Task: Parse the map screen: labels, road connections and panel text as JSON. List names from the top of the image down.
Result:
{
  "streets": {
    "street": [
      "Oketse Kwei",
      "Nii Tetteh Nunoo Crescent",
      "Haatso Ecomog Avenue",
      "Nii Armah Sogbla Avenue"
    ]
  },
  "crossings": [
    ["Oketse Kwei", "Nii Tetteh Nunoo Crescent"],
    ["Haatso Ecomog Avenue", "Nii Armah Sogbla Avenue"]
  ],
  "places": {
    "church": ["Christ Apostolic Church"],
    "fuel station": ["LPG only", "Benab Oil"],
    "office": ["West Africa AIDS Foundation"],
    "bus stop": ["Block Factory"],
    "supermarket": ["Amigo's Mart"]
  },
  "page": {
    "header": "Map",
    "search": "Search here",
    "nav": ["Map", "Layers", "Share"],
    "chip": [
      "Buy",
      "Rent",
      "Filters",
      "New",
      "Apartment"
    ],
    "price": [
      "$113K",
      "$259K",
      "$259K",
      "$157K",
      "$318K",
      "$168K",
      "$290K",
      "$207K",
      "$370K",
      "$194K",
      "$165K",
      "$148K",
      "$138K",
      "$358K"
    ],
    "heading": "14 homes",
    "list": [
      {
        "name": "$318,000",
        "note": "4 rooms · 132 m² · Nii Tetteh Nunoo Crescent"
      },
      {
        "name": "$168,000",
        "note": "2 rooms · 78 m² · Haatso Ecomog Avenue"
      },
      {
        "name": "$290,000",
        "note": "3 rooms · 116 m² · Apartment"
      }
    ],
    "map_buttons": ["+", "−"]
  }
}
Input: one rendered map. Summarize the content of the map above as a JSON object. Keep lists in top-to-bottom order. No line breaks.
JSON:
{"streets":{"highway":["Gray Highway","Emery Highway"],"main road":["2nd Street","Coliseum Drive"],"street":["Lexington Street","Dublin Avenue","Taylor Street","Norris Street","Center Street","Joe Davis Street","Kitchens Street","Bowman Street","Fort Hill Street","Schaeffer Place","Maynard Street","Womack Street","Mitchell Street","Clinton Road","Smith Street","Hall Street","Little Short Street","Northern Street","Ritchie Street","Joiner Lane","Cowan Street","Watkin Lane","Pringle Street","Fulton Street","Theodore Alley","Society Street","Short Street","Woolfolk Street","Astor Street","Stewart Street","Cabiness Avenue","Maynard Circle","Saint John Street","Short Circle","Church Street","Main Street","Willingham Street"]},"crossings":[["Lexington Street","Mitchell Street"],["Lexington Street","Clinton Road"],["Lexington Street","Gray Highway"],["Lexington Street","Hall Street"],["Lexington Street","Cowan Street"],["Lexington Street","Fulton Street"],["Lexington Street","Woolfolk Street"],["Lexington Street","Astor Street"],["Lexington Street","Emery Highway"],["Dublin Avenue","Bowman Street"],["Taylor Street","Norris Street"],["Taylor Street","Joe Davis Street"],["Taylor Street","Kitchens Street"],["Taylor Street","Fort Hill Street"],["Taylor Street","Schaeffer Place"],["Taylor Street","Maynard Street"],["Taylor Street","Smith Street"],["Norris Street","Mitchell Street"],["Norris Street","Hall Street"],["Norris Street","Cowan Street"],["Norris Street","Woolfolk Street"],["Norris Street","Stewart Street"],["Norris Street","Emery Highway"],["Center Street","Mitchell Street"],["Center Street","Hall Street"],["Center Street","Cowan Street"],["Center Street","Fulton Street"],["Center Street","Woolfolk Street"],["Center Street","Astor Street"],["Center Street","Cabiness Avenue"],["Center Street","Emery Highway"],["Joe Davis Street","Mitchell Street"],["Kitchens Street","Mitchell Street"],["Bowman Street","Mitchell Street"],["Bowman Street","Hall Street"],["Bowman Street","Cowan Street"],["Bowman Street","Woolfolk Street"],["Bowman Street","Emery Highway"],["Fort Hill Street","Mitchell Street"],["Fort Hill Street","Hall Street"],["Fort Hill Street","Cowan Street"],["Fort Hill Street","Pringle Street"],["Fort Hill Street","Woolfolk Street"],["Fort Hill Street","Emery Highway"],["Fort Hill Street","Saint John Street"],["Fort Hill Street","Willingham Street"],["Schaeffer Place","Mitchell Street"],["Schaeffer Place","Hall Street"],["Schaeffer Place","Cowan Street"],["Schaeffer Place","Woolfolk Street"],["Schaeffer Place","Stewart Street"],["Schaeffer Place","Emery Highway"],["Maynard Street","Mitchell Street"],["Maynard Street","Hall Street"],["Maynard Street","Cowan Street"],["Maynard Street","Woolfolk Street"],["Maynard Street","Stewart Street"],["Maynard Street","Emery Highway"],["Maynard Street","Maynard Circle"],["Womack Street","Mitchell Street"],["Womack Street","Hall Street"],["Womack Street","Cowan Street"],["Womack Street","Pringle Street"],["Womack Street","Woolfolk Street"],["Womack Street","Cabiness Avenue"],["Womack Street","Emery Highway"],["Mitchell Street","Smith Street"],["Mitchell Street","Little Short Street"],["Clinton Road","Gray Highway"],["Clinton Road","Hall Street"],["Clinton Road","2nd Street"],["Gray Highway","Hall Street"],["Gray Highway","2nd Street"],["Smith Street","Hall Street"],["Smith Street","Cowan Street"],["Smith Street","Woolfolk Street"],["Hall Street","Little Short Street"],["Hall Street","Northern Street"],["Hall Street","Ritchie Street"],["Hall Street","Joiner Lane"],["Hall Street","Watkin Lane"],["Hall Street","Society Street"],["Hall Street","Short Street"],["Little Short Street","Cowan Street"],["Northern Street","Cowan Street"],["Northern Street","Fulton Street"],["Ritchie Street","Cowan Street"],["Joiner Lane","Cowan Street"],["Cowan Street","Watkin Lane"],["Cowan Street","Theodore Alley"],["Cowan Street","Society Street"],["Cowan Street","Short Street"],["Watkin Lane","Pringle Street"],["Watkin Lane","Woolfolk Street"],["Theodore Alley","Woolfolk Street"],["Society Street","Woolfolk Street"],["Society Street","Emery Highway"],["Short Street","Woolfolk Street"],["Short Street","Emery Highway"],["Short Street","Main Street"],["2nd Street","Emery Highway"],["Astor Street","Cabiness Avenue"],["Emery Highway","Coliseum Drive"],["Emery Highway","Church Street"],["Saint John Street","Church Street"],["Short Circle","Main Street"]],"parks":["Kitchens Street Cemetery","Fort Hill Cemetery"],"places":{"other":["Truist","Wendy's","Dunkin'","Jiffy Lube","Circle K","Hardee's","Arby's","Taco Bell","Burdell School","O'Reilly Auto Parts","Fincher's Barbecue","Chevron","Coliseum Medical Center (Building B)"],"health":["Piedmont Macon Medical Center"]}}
------------------------
Your assignment: Copy the whole of the data above exactly.

The completed task:
Task: Parse the map screen: labels, road connections and panel text as JSON. List names from the top of the image down.
Result:
{
  "streets": {
    "street": [
      "Oketse Kwei",
      "Nii Tetteh Nunoo Crescent",
      "Haatso Ecomog Avenue",
      "Nii Armah Sogbla Avenue"
    ]
  },
  "crossings": [
    ["Oketse Kwei", "Nii Tetteh Nunoo Crescent"],
    ["Haatso Ecomog Avenue", "Nii Armah Sogbla Avenue"]
  ],
  "places": {
    "church": ["Christ Apostolic Church"],
    "fuel station": ["LPG only", "Benab Oil"],
    "office": ["West Africa AIDS Foundation"],
    "bus stop": ["Block Factory"],
    "supermarket": ["Amigo's Mart"]
  },
  "page": {
    "header": "Map",
    "search": "Search here",
    "nav": ["Map", "Layers", "Share"],
    "chip": [
      "Buy",
      "Rent",
      "Filters",
      "New",
      "Apartment"
    ],
    "price": [
      "$113K",
      "$259K",
      "$259K",
      "$157K",
      "$318K",
      "$168K",
      "$290K",
      "$207K",
      "$370K",
      "$194K",
      "$165K",
      "$148K",
      "$138K",
      "$358K"
    ],
    "heading": "14 homes",
    "list": [
      {
        "name": "$318,000",
        "note": "4 rooms · 132 m² · Nii Tetteh Nunoo Crescent"
      },
      {
        "name": "$168,000",
        "note": "2 rooms · 78 m² · Haatso Ecomog Avenue"
      },
      {
        "name": "$290,000",
        "note": "3 rooms · 116 m² · Apartment"
      }
    ],
    "map_buttons": ["+", "−"]
  }
}
Input: one rendered map. Summarize the content of the map above as a JSON object. Keep lists in top-to-bottom order. No line breaks.
JSON:
{"streets":{"highway":["Gray Highway","Emery Highway"],"main road":["2nd Street","Coliseum Drive"],"street":["Lexington Street","Dublin Avenue","Taylor Street","Norris Street","Center Street","Joe Davis Street","Kitchens Street","Bowman Street","Fort Hill Street","Schaeffer Place","Maynard Street","Womack Street","Mitchell Street","Clinton Road","Smith Street","Hall Street","Little Short Street","Northern Street","Ritchie Street","Joiner Lane","Cowan Street","Watkin Lane","Pringle Street","Fulton Street","Theodore Alley","Society Street","Short Street","Woolfolk Street","Astor Street","Stewart Street","Cabiness Avenue","Maynard Circle","Saint John Street","Short Circle","Church Street","Main Street","Willingham Street"]},"crossings":[["Lexington Street","Mitchell Street"],["Lexington Street","Clinton Road"],["Lexington Street","Gray Highway"],["Lexington Street","Hall Street"],["Lexington Street","Cowan Street"],["Lexington Street","Fulton Street"],["Lexington Street","Woolfolk Street"],["Lexington Street","Astor Street"],["Lexington Street","Emery Highway"],["Dublin Avenue","Bowman Street"],["Taylor Street","Norris Street"],["Taylor Street","Joe Davis Street"],["Taylor Street","Kitchens Street"],["Taylor Street","Fort Hill Street"],["Taylor Street","Schaeffer Place"],["Taylor Street","Maynard Street"],["Taylor Street","Smith Street"],["Norris Street","Mitchell Street"],["Norris Street","Hall Street"],["Norris Street","Cowan Street"],["Norris Street","Woolfolk Street"],["Norris Street","Stewart Street"],["Norris Street","Emery Highway"],["Center Street","Mitchell Street"],["Center Street","Hall Street"],["Center Street","Cowan Street"],["Center Street","Fulton Street"],["Center Street","Woolfolk Street"],["Center Street","Astor Street"],["Center Street","Cabiness Avenue"],["Center Street","Emery Highway"],["Joe Davis Street","Mitchell Street"],["Kitchens Street","Mitchell Street"],["Bowman Street","Mitchell Street"],["Bowman Street","Hall Street"],["Bowman Street","Cowan Street"],["Bowman Street","Woolfolk Street"],["Bowman Street","Emery Highway"],["Fort Hill Street","Mitchell Street"],["Fort Hill Street","Hall Street"],["Fort Hill Street","Cowan Street"],["Fort Hill Street","Pringle Street"],["Fort Hill Street","Woolfolk Street"],["Fort Hill Street","Emery Highway"],["Fort Hill Street","Saint John Street"],["Fort Hill Street","Willingham Street"],["Schaeffer Place","Mitchell Street"],["Schaeffer Place","Hall Street"],["Schaeffer Place","Cowan Street"],["Schaeffer Place","Woolfolk Street"],["Schaeffer Place","Stewart Street"],["Schaeffer Place","Emery Highway"],["Maynard Street","Mitchell Street"],["Maynard Street","Hall Street"],["Maynard Street","Cowan Street"],["Maynard Street","Woolfolk Street"],["Maynard Street","Stewart Street"],["Maynard Street","Emery Highway"],["Maynard Street","Maynard Circle"],["Womack Street","Mitchell Street"],["Womack Street","Hall Street"],["Womack Street","Cowan Street"],["Womack Street","Pringle Street"],["Womack Street","Woolfolk Street"],["Womack Street","Cabiness Avenue"],["Womack Street","Emery Highway"],["Mitchell Street","Smith Street"],["Mitchell Street","Little Short Street"],["Clinton Road","Gray Highway"],["Clinton Road","Hall Street"],["Clinton Road","2nd Street"],["Gray Highway","Hall Street"],["Gray Highway","2nd Street"],["Smith Street","Hall Street"],["Smith Street","Cowan Street"],["Smith Street","Woolfolk Street"],["Hall Street","Little Short Street"],["Hall Street","Northern Street"],["Hall Street","Ritchie Street"],["Hall Street","Joiner Lane"],["Hall Street","Watkin Lane"],["Hall Street","Society Street"],["Hall Street","Short Street"],["Little Short Street","Cowan Street"],["Northern Street","Cowan Street"],["Northern Street","Fulton Street"],["Ritchie Street","Cowan Street"],["Joiner Lane","Cowan Street"],["Cowan Street","Watkin Lane"],["Cowan Street","Theodore Alley"],["Cowan Street","Society Street"],["Cowan Street","Short Street"],["Watkin Lane","Pringle Street"],["Watkin Lane","Woolfolk Street"],["Theodore Alley","Woolfolk Street"],["Society Street","Woolfolk Street"],["Society Street","Emery Highway"],["Short Street","Woolfolk Street"],["Short Street","Emery Highway"],["Short Street","Main Street"],["2nd Street","Emery Highway"],["Astor Street","Cabiness Avenue"],["Emery Highway","Coliseum Drive"],["Emery Highway","Church Street"],["Saint John Street","Church Street"],["Short Circle","Main Street"]],"parks":["Kitchens Street Cemetery","Fort Hill Cemetery"],"places":{"other":["Truist","Wendy's","Dunkin'","Jiffy Lube","Circle K","Hardee's","Arby's","Taco Bell","Burdell School","O'Reilly Auto Parts","Fincher's Barbecue","Chevron","Coliseum Medical Center (Building B)"],"health":["Piedmont Macon Medical Center"]}}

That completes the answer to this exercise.